* **What to produce**
Output only the lines below that start at the line containing "Instruction: Extract the" and end at the line containing "Map reading. Build", with both ends kept.

* **Exercise input**
'''

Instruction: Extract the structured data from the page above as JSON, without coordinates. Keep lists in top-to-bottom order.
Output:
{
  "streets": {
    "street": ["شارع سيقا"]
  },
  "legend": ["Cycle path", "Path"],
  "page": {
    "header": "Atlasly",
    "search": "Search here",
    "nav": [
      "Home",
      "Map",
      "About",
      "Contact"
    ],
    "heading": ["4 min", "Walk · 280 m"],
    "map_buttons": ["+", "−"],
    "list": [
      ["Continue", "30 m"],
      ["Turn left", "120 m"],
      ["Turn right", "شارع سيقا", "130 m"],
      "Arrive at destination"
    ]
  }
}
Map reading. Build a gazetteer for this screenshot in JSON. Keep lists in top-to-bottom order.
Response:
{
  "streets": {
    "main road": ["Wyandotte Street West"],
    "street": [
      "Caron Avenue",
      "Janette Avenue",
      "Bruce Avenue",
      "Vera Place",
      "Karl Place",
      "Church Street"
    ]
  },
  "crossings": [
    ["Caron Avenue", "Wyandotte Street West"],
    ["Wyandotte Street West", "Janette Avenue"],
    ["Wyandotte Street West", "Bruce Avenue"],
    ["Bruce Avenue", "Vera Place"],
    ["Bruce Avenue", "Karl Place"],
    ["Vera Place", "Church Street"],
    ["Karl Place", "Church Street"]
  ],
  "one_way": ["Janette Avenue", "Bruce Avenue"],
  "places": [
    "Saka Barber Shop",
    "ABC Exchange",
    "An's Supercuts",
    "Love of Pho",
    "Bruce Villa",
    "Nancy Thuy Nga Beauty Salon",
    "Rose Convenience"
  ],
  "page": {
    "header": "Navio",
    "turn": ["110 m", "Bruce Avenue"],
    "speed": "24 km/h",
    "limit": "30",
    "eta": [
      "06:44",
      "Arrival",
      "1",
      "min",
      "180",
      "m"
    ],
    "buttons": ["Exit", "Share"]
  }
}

'''
'''

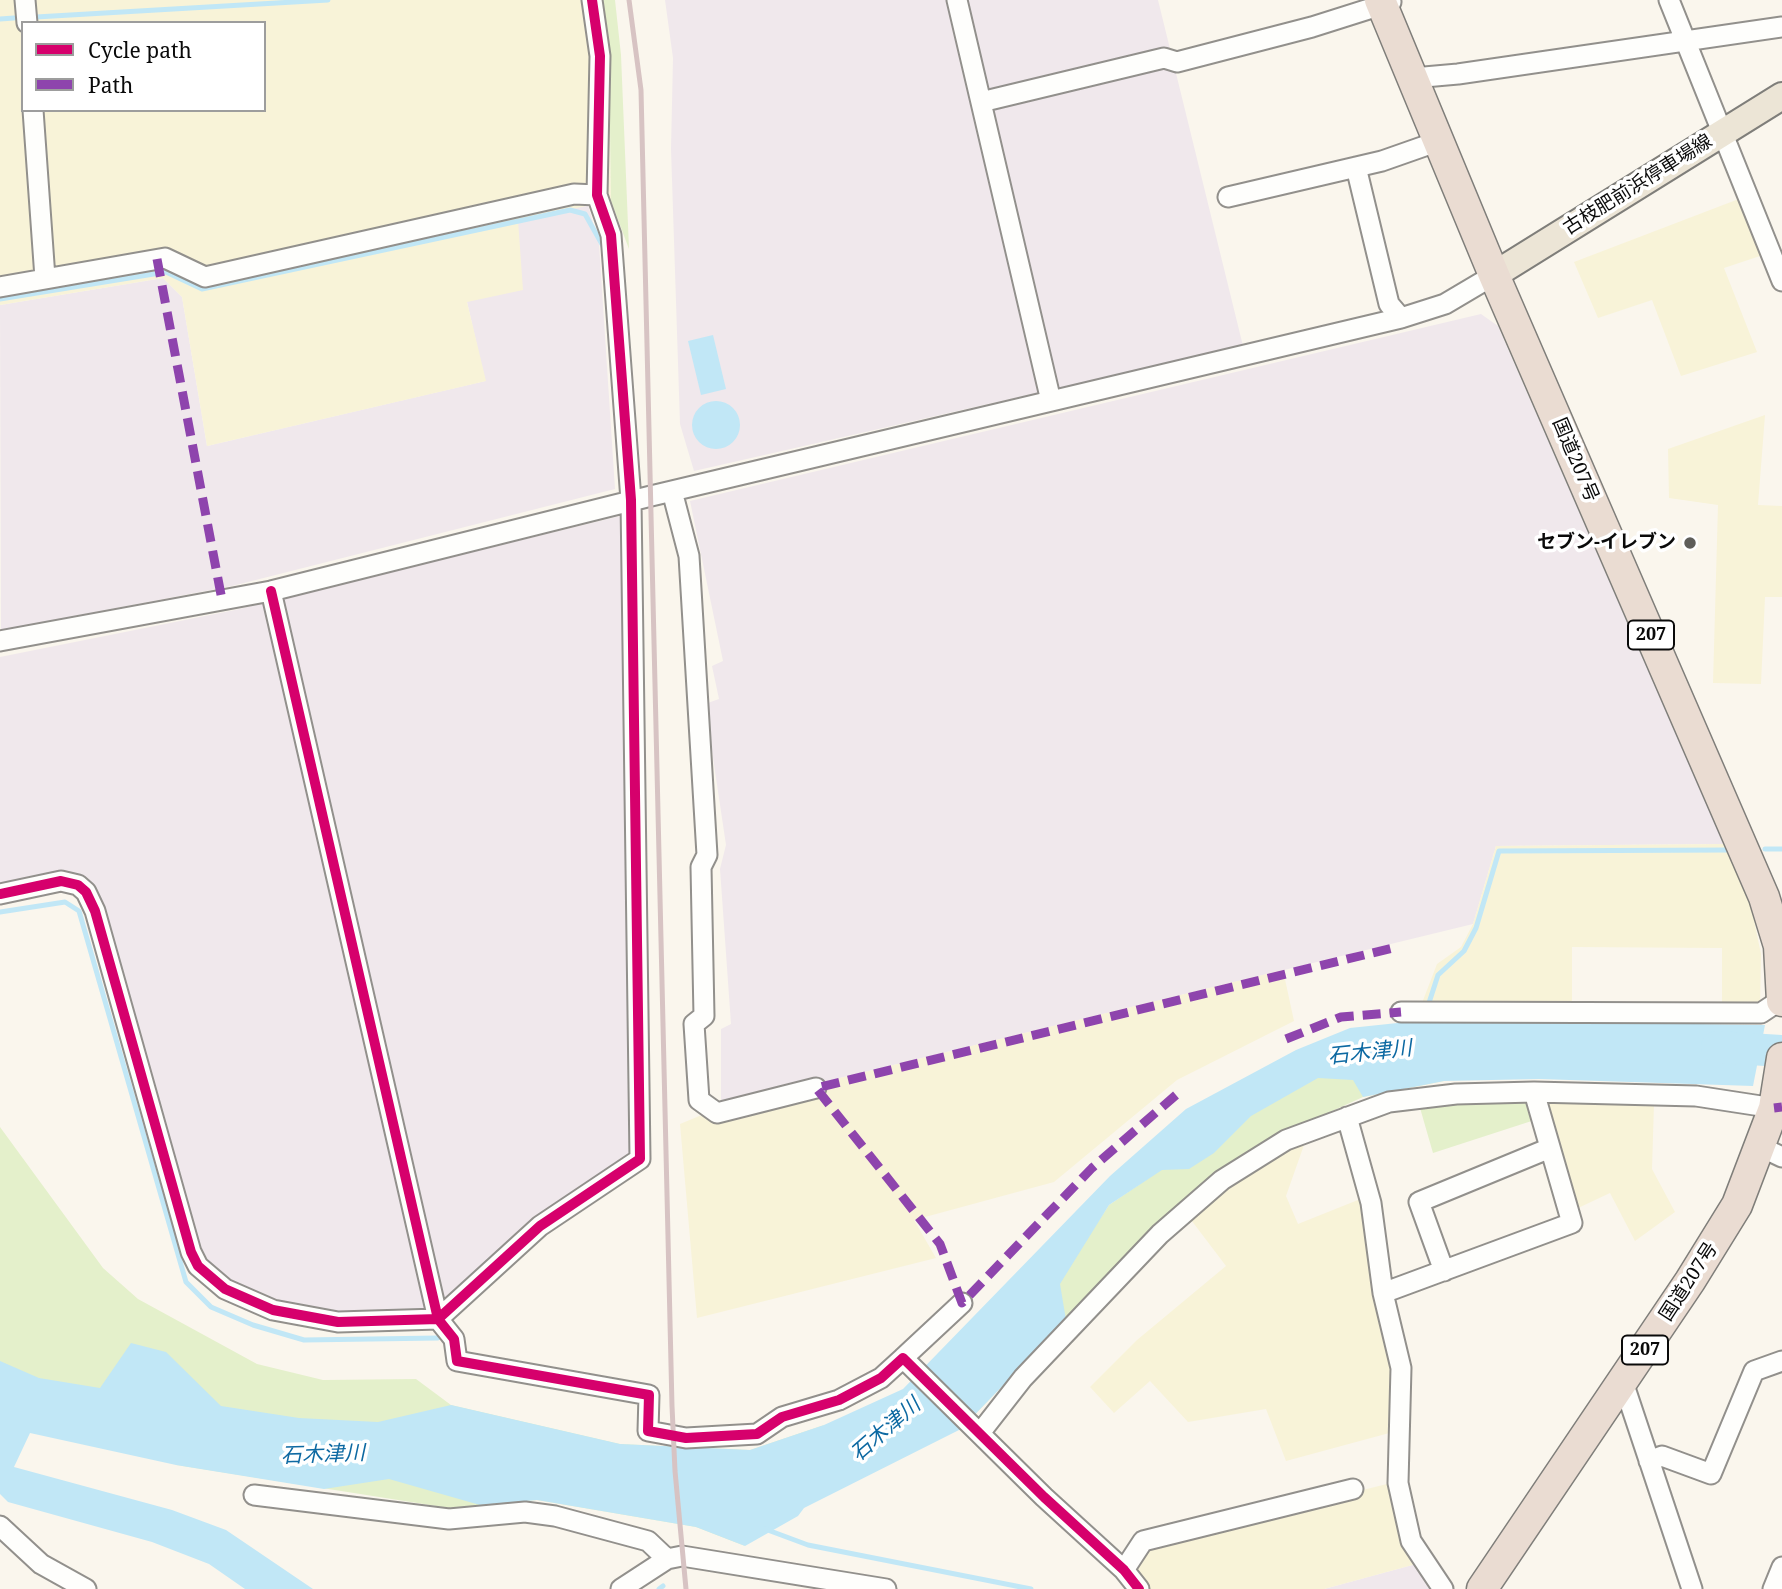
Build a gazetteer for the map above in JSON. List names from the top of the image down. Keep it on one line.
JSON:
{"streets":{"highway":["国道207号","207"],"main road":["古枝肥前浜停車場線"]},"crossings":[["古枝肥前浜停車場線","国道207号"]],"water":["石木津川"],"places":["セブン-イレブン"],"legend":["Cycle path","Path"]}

'''

* **Exercise solution**
Instruction: Extract the structured data from the page above as JSON, without coordinates. Keep lists in top-to-bottom order.
Output:
{
  "streets": {
    "street": ["شارع سيقا"]
  },
  "legend": ["Cycle path", "Path"],
  "page": {
    "header": "Atlasly",
    "search": "Search here",
    "nav": [
      "Home",
      "Map",
      "About",
      "Contact"
    ],
    "heading": ["4 min", "Walk · 280 m"],
    "map_buttons": ["+", "−"],
    "list": [
      ["Continue", "30 m"],
      ["Turn left", "120 m"],
      ["Turn right", "شارع سيقا", "130 m"],
      "Arrive at destination"
    ]
  }
}
Map reading. Build a gazetteer for this screenshot in JSON. Keep lists in top-to-bottom order.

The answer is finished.